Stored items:
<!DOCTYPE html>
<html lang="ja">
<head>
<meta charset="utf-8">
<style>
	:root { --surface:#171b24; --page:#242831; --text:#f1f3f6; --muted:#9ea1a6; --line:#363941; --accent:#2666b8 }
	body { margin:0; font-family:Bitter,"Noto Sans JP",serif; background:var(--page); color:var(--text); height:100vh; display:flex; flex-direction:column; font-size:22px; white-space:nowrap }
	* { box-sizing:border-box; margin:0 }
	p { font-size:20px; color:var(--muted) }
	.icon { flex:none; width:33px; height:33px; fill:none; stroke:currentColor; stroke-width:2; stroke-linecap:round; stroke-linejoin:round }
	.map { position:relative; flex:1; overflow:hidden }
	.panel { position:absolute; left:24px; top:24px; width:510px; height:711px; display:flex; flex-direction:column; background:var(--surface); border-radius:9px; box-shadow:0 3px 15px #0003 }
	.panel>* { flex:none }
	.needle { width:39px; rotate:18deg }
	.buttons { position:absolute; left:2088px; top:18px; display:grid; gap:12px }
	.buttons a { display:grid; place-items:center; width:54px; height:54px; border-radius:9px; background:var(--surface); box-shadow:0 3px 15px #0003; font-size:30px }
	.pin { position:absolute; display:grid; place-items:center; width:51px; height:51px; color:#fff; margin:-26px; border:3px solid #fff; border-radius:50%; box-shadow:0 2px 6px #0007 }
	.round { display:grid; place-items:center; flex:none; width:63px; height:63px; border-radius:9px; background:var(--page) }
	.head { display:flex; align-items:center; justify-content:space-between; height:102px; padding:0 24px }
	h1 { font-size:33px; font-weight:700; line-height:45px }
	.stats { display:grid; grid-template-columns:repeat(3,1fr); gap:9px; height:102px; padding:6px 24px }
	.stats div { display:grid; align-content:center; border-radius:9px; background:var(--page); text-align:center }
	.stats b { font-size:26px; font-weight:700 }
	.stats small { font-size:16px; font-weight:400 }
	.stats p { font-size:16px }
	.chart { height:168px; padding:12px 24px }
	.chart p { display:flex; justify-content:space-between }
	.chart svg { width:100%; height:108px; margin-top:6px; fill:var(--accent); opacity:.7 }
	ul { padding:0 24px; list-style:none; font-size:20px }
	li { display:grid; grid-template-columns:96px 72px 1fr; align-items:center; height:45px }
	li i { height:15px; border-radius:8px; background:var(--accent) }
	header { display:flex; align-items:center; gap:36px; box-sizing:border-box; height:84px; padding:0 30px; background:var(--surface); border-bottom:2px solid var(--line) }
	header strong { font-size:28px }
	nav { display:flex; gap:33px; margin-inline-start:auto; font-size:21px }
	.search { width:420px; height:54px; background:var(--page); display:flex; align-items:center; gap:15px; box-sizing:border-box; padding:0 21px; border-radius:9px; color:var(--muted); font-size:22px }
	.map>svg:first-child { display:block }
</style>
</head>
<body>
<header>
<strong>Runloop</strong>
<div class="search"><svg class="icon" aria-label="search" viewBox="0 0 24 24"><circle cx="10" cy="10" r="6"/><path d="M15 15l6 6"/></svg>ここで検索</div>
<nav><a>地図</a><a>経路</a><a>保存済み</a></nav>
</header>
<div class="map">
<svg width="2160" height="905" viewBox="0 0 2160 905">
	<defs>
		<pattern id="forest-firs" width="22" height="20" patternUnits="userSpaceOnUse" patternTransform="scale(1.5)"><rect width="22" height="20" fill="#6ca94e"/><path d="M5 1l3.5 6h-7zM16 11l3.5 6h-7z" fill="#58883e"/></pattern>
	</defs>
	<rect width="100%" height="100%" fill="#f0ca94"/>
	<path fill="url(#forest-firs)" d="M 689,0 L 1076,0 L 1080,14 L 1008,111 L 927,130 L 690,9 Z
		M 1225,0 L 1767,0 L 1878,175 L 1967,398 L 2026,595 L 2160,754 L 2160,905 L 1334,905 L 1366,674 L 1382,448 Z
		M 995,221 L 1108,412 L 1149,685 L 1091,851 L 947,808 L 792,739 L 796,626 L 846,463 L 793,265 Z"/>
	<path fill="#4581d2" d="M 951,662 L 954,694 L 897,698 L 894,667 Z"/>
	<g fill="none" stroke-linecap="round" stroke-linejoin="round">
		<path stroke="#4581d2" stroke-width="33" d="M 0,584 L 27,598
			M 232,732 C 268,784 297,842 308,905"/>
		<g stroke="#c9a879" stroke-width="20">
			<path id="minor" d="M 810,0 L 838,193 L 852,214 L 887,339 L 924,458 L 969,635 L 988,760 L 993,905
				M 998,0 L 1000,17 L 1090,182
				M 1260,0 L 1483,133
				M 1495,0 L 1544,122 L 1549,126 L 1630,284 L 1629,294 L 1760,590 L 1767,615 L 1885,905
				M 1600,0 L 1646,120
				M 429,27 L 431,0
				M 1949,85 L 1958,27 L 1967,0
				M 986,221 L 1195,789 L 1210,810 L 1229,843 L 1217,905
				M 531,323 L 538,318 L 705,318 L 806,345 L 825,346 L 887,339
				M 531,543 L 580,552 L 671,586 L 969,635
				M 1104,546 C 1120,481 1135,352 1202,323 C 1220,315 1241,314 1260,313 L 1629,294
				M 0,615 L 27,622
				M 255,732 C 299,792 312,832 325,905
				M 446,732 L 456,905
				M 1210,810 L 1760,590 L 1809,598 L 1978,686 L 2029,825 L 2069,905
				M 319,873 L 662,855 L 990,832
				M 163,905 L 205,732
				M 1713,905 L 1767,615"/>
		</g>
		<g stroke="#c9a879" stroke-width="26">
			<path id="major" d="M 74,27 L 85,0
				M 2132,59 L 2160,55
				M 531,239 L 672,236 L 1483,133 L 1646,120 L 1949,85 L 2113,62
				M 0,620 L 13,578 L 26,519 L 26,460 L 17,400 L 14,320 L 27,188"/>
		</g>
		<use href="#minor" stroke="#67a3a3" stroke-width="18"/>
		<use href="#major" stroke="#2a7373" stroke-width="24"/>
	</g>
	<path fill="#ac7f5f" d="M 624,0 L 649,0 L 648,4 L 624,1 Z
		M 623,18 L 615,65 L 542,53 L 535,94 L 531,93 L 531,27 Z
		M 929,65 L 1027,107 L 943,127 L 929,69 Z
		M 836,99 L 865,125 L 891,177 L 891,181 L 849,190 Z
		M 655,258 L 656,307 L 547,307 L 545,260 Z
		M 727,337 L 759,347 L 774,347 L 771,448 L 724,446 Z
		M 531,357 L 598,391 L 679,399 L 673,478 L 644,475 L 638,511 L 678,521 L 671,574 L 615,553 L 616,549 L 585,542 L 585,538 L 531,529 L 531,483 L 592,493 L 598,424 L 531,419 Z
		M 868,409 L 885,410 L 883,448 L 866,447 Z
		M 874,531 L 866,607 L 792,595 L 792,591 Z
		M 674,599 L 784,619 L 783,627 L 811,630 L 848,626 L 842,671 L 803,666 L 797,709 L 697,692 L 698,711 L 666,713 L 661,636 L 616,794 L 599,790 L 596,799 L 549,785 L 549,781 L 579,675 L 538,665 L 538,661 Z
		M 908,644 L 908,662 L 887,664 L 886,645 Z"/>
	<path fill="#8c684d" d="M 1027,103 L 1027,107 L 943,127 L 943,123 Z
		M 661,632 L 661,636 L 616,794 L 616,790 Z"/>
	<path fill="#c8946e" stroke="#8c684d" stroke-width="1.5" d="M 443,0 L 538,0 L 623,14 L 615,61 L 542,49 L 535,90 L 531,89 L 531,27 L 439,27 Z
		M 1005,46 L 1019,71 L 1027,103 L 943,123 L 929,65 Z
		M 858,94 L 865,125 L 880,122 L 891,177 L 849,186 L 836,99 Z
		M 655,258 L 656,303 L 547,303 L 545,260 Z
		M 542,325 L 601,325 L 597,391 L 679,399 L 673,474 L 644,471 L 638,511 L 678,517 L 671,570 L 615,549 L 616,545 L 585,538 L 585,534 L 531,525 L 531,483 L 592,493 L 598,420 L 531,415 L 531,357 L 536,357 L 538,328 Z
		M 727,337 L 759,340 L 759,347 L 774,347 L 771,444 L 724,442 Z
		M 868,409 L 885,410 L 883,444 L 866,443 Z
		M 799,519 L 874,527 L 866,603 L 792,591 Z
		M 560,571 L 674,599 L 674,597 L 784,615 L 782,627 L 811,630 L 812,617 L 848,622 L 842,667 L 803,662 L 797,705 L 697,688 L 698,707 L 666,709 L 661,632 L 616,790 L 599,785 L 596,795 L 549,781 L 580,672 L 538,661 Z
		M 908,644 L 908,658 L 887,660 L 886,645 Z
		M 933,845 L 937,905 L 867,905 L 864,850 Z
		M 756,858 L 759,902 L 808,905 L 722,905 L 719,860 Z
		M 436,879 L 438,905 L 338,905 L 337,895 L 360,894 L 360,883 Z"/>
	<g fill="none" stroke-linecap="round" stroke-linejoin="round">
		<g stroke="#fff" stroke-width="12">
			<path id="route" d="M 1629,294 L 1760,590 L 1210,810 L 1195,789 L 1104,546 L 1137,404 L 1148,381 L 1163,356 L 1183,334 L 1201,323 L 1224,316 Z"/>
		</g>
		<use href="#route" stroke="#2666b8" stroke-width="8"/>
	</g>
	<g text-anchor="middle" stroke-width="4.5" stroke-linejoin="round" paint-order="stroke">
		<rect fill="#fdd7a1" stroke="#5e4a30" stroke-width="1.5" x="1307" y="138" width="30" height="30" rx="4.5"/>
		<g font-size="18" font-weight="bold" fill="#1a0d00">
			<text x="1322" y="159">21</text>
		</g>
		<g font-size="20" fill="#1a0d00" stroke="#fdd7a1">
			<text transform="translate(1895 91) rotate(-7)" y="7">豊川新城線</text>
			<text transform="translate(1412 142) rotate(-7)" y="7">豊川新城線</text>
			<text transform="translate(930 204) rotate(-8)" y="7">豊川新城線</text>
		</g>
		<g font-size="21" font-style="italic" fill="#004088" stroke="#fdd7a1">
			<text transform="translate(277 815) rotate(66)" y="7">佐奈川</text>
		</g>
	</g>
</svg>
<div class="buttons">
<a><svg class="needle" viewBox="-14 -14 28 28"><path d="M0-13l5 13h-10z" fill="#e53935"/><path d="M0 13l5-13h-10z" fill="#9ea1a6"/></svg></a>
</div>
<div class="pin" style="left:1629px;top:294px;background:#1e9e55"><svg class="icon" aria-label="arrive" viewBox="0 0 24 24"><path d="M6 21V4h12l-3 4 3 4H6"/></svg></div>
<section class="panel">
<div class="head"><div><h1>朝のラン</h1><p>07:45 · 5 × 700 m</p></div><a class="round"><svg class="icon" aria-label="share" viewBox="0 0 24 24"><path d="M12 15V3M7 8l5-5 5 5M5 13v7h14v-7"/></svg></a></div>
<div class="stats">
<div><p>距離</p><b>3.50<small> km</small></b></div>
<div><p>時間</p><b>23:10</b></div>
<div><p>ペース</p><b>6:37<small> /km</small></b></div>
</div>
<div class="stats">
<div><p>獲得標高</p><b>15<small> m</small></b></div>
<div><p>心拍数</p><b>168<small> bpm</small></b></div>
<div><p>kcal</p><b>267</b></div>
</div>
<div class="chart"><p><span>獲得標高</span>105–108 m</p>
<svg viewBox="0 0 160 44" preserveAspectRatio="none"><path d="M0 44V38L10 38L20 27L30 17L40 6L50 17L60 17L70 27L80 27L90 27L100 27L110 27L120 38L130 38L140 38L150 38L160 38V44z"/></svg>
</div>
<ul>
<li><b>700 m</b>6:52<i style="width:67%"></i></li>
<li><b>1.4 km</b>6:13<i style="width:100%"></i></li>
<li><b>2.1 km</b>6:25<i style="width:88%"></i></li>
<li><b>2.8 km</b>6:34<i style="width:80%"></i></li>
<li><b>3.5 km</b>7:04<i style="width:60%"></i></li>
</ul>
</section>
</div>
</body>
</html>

▶ [TASK PROMPT]
Using the records above, repeat exactly the lines from the first one through the line with "position:relative; flex:1; overflow:hidden".

▶ [SOLVED EXERCISE]
<!DOCTYPE html>
<html lang="ja">
<head>
<meta charset="utf-8">
<style>
	:root { --surface:#171b24; --page:#242831; --text:#f1f3f6; --muted:#9ea1a6; --line:#363941; --accent:#2666b8 }
	body { margin:0; font-family:Bitter,"Noto Sans JP",serif; background:var(--page); color:var(--text); height:100vh; display:flex; flex-direction:column; font-size:22px; white-space:nowrap }
	* { box-sizing:border-box; margin:0 }
	p { font-size:20px; color:var(--muted) }
	.icon { flex:none; width:33px; height:33px; fill:none; stroke:currentColor; stroke-width:2; stroke-linecap:round; stroke-linejoin:round }
	.map { position:relative; flex:1; overflow:hidden }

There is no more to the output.